The conclusion is simple: currently Bitcoin is not yet sustainable in the long-term.
This is further confirmed by Network Deficit graph, that shows difference between transaction fees and cost of Bitcoin mining, currently at: -81,402 USD (-7,579 BTC; -63,588 EUR) [iv]
with Tx fees at: 207 USD (19.27 BTC; 161 EUR) [v]
Lies, bigger lies, statistics
This graph however, illustrates another characteristic of Bitcoin ecosystem, lack of good tools for economic calculation.
Miners revenue including Tx fees at: 7,281 BTC and Tx fees minus mining cost at: -7,579 BTC, gives operating costs at: -7,786 BTC
Combining it with Assumption 4 of operating profit margin at 29% this just does not add up. Either miners’ profit margin is significantly below 0% or current statistics are not very accurate. Maybe I did some error in my calculations or reasoning, if so, please point me to it.
Firstly, year 2040 is still 28 years into the future so there is still time to improve profitability of Bitcoin verification process. It is highly probable that after December when block reward will diminish from 50 BTC to 25 BTC there will be a much more stronger pressure to further optimize the cost structure of Bitcoin mining if not done already by most of the miners.
Secondly, miners/pools should publish their priority queues in regard to Tx fees structure. It could look as simple as this (random data):
|min Tx fee [BTC]||Tx Count||Volume [BTC]||Average verification (24h) [hh:mm:ss]|
Probably with some JSON interface for interoperability.
This would help make educated decisions about Tx fee amount to pay weighted against priority of the payment being made. The more important the transaction is for the client, the more he/she is willing to pay for its verification. The main goal is to somehow relate the transaction fee to the actual cost of doing the verification and possible benefits to the customer of getting the verification sooner than later. Right now it is not very clear as to how does the fee amount influence the priority and verification time.

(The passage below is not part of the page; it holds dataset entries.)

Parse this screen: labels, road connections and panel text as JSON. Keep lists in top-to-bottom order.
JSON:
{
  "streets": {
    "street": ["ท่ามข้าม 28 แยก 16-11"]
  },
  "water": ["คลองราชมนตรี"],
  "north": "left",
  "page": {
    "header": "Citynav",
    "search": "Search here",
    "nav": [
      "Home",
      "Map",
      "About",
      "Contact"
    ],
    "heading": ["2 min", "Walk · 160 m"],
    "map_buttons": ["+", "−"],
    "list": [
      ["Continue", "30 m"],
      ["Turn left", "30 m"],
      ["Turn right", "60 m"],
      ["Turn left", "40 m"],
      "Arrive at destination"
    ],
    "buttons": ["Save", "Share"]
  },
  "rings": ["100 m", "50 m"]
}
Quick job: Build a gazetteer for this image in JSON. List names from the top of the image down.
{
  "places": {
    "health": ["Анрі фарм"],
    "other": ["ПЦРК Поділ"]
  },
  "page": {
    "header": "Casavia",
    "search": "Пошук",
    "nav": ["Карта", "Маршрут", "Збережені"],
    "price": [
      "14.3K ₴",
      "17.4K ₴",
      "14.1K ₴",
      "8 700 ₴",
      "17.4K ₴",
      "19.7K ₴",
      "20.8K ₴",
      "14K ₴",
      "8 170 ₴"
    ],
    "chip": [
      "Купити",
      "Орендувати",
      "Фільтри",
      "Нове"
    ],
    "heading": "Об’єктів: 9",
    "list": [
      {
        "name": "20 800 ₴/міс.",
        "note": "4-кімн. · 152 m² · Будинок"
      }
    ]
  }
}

Thirdly, the bigger the transaction volume, the more revenue for the miners but there is still a problem of wide Bitcoin adoption by merchants. IMHO the fiat money <-> BTC conversion is very inefficient thanks to banks and their huge exchange rate fees but even bigger legal risk from government and central bank intervention in this area as outlined in the last ECB report on virtual currencies [vi]. It effectively hinders Bitcoin growth into the real economy. This is definitely the main issue the community has to address ASAP or Bitcoin’s profitability and stability will decline in the foreseeable future.